Voilà Wolff conduit in fine à la reconnaissance d'une exception - à propos du temps - du principe d'identité des choses existantes. Le temps n'est qu'à condition de contenir le principe d'altérité ainsi défini. "le maintenant a la propriété rare, sinon unique de l'altérité : tout maintenant tend à être autre que lui-même" . L'altération de l'être du maintenant ne saurait pour Wolf conduire au non-être cependant, « puisqu'il n'y a jamais de non-être, toujours de l'être. Le temps ne cesse pas, l'existence du maintenant s'altère maintenant en une autre existence du maintenant".

"Le maintenant n'est jamais lui-même" et après ce grand tour Wolff retombe sur une vision aristotélicienne du temps : « le maintenant n'est qu'une limite entre deux non-être, comme disait Aristote, et c'est sur cette limite, presque rien, que repose presque tout".

Ainsi au final, la quête inlassable, quasi impossible d'une définition du temps en lui-même, conduit à la considération d'un "plus irréductible encore, mais fécond : le maintenant"

Et maintenant ? And so what ? And Now ?

Une voie possible alors pour résoudre cette énigme : l'histoire de Jiko , ou plus exactement celle en fait de Nao, sa petite fille qui décide de l’écrire "avant de dégager ", l'histoire aussi de Ruth qui la lit et de Ruth qui l'écrit... confrontée toutes deux, le personnage du roman et son autrice, à l'angoisse de la page blanche, celle non écrite pour l'une et celle dont les mots s'effacent, disparaissent pour l'autre.


Cela débute ainsi : "Je m'appelle Nao, et je suis un être-temps. Vous savez ce que c'est qu'un, un être- temps ? Non ? et bien, si vous avez un moment, je vais vous le dire. Un être-temps, c'est quelqu'un comme vous et moi, comme chacun de nous qui est, a été ou sera un jour. Quelqu'un qui vit dans le temps." Le titre du livre en anglais est "A Tale for the Time Being"...

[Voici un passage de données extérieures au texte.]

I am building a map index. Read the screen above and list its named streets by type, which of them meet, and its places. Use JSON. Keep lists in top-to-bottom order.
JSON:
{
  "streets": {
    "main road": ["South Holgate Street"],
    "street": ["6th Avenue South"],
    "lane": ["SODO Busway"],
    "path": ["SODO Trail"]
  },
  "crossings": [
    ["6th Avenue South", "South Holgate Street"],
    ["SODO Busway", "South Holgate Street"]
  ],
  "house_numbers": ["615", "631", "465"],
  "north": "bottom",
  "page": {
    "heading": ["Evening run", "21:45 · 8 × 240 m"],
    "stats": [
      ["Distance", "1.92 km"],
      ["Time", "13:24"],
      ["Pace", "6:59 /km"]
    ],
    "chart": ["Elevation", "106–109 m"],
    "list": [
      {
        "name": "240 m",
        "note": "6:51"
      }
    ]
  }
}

La notion d’Etre-temps (Uji) , provient du Maitre Zen Dögen, dont Haruki 1 le grand oncle de Nao, découvre quelque temps avant d’accomplir son destin de kamikaze durant la guerre du Japon, le recueil du Shobogenzo, dont l’Etre-temps constitue le chapitre le plus philosophique et qui se termine par ces mots : "En même temps , toute la terre et tout le ciel".


Selon ce principe « Uji », le moi de chaque instant existe de toute éternité et ne peut disparaître. « Dans son ignorance, l'homme ordinaire se figure qu'il progresse, laissant derrière lui les étapes qu'il a franchies. C'est un point de vue limité. Il n'y a pas seulement un soi qui traverse des situations, il y a aussi, dans chaque instant, totalité de l'être et totalité du temps. Le moi de chaque instant existe de toute éternité et ne peut disparaître. La discontinuité, l'impermanence, n'est qu'un aspect, il faut aussi étudier celui où toutes choses existent de tout temps. » (4ème de couverture de l'Etre-temps")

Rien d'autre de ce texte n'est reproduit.